§ **Required action**: Pull every line holding the word "compass" from the data below and copy it.

***** Task material *****

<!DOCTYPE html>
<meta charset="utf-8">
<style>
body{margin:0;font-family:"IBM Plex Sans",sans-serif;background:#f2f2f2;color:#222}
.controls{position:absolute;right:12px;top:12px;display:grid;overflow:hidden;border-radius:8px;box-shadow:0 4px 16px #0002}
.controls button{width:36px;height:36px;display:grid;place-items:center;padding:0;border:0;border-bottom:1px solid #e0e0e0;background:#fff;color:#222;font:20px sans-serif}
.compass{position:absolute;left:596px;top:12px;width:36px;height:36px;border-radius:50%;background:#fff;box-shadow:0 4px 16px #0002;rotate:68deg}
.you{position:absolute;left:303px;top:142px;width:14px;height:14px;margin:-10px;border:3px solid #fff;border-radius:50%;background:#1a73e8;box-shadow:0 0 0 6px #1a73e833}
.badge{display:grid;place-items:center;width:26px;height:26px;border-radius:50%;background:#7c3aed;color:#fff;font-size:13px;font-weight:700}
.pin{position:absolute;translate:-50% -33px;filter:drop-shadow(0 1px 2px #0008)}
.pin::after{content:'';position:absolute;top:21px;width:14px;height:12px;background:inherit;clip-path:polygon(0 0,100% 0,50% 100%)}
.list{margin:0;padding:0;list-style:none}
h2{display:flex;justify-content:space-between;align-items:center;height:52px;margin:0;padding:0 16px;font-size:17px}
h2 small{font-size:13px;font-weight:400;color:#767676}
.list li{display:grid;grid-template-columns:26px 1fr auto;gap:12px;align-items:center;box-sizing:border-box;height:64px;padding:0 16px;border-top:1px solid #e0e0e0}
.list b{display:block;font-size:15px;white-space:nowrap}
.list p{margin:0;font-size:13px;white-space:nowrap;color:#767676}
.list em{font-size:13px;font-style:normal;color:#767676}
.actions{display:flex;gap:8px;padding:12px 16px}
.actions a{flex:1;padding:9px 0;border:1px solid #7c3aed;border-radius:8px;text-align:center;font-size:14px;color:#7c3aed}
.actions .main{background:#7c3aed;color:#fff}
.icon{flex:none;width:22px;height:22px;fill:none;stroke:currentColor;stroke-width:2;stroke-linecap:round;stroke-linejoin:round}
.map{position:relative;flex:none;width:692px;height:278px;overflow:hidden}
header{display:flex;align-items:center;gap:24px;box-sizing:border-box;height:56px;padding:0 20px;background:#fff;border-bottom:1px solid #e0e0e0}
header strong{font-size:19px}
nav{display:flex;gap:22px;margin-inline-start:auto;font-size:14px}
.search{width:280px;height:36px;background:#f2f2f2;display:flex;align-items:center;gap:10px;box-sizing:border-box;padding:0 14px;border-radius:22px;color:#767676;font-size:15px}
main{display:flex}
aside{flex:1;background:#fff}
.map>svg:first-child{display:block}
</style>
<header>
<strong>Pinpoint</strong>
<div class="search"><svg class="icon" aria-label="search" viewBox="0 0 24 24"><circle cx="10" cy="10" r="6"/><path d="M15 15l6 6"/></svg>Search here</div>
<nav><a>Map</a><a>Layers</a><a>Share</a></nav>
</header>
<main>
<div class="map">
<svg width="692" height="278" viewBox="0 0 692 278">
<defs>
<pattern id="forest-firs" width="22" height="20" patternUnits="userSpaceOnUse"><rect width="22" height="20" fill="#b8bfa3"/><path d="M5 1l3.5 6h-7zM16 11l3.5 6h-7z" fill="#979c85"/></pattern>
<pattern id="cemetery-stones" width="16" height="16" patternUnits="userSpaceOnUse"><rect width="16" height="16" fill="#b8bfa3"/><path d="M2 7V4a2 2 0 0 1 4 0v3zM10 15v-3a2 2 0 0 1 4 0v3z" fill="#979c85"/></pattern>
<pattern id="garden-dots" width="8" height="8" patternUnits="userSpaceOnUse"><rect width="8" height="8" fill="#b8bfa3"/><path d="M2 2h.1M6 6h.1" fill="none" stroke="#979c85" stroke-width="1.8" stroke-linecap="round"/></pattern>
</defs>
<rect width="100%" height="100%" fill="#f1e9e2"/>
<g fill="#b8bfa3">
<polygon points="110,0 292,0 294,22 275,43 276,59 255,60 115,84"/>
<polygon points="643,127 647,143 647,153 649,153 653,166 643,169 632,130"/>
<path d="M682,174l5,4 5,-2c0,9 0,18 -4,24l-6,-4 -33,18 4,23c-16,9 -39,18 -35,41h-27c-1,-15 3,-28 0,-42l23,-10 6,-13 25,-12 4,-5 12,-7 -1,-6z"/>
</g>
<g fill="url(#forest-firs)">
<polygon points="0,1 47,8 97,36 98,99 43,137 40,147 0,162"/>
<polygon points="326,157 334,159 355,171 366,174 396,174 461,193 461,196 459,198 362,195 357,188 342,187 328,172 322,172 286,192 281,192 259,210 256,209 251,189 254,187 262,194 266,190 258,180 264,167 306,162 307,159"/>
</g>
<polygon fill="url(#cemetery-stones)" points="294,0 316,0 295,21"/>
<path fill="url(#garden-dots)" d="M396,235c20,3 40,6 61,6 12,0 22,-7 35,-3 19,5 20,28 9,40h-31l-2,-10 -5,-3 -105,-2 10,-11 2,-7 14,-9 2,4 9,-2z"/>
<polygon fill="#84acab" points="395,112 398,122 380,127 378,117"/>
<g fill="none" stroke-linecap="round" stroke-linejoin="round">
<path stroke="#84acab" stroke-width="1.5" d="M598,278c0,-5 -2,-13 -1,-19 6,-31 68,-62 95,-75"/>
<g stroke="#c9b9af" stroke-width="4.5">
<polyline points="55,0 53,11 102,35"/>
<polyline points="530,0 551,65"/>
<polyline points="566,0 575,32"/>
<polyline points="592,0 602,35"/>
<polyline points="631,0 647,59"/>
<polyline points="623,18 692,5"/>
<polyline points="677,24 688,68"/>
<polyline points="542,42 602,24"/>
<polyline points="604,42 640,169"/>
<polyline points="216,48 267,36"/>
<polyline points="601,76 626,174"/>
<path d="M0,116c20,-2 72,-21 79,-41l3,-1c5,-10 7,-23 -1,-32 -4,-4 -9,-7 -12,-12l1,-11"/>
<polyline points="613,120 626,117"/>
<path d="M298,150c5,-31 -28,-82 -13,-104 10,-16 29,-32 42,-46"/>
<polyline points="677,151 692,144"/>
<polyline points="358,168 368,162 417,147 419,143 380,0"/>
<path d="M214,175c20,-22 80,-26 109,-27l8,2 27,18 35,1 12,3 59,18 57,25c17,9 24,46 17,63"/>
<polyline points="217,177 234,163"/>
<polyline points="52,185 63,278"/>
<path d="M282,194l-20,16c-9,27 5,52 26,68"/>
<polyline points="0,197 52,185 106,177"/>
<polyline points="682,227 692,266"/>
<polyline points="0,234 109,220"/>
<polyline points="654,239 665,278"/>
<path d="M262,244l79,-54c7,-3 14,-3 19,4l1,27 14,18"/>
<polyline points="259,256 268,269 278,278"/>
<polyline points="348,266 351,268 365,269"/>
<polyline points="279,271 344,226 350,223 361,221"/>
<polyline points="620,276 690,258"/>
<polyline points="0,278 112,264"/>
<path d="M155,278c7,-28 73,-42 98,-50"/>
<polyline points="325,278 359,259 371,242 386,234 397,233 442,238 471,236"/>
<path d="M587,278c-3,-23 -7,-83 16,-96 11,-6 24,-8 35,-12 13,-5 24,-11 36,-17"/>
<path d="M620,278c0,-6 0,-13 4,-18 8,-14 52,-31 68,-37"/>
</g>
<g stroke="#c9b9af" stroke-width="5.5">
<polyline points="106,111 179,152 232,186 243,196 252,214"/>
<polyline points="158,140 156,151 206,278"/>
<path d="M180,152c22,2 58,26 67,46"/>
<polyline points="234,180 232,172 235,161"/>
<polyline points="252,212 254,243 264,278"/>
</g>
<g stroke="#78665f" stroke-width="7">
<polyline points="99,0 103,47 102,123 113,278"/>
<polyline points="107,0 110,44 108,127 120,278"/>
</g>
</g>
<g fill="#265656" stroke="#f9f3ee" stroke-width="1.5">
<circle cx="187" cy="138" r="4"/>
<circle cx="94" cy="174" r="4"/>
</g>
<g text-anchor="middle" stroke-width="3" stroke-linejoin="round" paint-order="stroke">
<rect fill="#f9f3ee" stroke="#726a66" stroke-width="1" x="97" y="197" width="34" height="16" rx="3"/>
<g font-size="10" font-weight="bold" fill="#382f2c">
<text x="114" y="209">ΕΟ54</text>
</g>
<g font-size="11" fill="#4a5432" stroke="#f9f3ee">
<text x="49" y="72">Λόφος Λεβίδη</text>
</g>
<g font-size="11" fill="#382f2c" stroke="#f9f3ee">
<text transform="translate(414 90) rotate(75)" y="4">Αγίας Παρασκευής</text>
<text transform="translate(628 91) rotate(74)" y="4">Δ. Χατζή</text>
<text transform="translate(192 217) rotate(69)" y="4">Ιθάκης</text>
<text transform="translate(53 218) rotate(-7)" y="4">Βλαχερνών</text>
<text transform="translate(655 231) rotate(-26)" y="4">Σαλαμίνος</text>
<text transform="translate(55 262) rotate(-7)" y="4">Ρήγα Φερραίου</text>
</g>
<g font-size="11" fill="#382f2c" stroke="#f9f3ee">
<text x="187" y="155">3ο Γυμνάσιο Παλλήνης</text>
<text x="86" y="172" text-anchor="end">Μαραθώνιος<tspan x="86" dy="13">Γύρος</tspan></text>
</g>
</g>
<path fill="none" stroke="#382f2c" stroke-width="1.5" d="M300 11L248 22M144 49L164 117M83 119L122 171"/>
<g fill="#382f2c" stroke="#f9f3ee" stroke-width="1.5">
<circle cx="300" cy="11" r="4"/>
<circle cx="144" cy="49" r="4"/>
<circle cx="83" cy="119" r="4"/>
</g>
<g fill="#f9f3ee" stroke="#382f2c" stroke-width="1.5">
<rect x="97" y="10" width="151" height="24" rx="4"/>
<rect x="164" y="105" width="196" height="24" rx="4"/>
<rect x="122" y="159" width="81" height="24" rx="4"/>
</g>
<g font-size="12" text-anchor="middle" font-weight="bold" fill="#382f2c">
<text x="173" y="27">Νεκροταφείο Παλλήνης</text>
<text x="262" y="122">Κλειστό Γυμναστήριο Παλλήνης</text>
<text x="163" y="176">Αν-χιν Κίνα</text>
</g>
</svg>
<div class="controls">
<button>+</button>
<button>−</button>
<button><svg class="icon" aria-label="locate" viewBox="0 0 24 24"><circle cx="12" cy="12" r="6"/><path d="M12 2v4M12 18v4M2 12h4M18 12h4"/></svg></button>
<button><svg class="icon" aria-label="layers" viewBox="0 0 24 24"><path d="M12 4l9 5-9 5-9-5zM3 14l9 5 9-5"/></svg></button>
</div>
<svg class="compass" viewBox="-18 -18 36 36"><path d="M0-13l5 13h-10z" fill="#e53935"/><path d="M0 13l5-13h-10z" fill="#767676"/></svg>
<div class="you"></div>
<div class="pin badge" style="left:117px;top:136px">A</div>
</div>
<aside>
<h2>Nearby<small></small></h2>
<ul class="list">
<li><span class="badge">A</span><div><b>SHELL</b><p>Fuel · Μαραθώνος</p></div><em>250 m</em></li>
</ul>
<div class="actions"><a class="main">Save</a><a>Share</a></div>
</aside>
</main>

*****

§ **Answer box**:
.compass{position:absolute;left:596px;top:12px;width:36px;height:36px;border-radius:50%;background:#fff;box-shadow:0 4px 16px #0002;rotate:68deg}
<svg class="compass" viewBox="-18 -18 36 36"><path d="M0-13l5 13h-10z" fill="#e53935"/><path d="M0 13l5-13h-10z" fill="#767676"/></svg>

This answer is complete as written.